Rival agencies from around the world also want their hands on the device, resulting in a competitive chase between Mace and her computer specializing friend Khadija (Lupita Nyong’o), a German agent named Marie (Diane Kruger), Chinese agent Lin Mi Sheng (Bingbing Fan), and others like Spanish psychologist Graciela (Penélope Cruz). The idea of several different but equally skilled characters all going after the same object can be a fun setup, and it makes for the film’s only interesting angle.
But that’s over far too quickly and thanks to the easy alliance that forms between everyone under the banner of keeping the device out of the “wrong” hands. It’s especially strange to watch the movie make a point of how none of these women are particularly trusting due to their pasts and, you know, their line of work, only to then trust a variety of people at once despite having no actual reasons for trusting any of them.
The nonsense truly hits its peak halfway through when everyone inexplicably decides to just let Mace hand everything over to the CIA. Surely some of these other agencies from different countries wouldn’t want that? The 355 features some physically improbable feats as well, like a scene where Marie is being pursued by Mace in a subway station only to magically appear inside of a train car after barely getting out of its way seconds before. Our suspension of disbelief can only go so far – if Marie had somehow managed to climb onto the car, that’s one thing, but showing up inside of it? Don’t think so.
These things might be excusable in a film that has a little more life and personality, so the fact that the woefully generic The 355 is devoid of either one makes its storytelling issues all the more glaring. Take, for example, the film’s reveal that Nick (Sebastian Stan), who we are introduced to as Mace’s romantic partner at the start of the movie, is actually a villain. Now some may cry spoiler, but the film does that all on its own – the first 15 minutes follows a botched mission by Mace and Nick that ends with the latter meeting up with who we know to be the bad guys, while Mace believes him to be dead.
This wouldn’t be a problem if we then cut to Nick once or twice to see what he’s up to before the inevitable reveal that he’s alive, yet The 355 does no such thing. We don’t see Nick again until Mace does, and while it has the proper impact on her, it’s something the audience already knows.
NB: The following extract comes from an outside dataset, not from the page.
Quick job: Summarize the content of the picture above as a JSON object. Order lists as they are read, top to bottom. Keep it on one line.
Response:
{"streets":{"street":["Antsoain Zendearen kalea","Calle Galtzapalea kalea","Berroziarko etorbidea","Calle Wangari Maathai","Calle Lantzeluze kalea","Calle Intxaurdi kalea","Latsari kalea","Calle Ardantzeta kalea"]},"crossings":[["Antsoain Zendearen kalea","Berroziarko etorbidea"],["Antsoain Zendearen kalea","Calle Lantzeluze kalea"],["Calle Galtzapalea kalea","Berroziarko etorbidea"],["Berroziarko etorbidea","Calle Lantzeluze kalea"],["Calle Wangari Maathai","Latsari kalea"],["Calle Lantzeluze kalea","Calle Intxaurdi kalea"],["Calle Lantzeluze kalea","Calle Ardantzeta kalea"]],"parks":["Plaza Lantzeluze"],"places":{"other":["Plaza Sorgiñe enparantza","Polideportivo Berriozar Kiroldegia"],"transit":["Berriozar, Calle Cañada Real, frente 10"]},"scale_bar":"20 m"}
Why not make some sort of attempt to fool us into believing – like the protagonist does – that he’s dead, so the reveal that he’s not actually has weight? Even if it’s still obvious, and it probably would be, it at least would be trying to tie our surprise and emotion to that of the main character.
For all of its struggles, The 355 is still mostly competently put together and its cast does what they can with the material to lift it as much as they can. Though that doesn’t make for a particularly good movie. It’s only after a very boring hour and a half that things finally get somewhat exciting in the lead-up to the final showdown – this is when things genuinely start to work and the action becomes dynamic. Unfortunately, it’s just too little, far too late.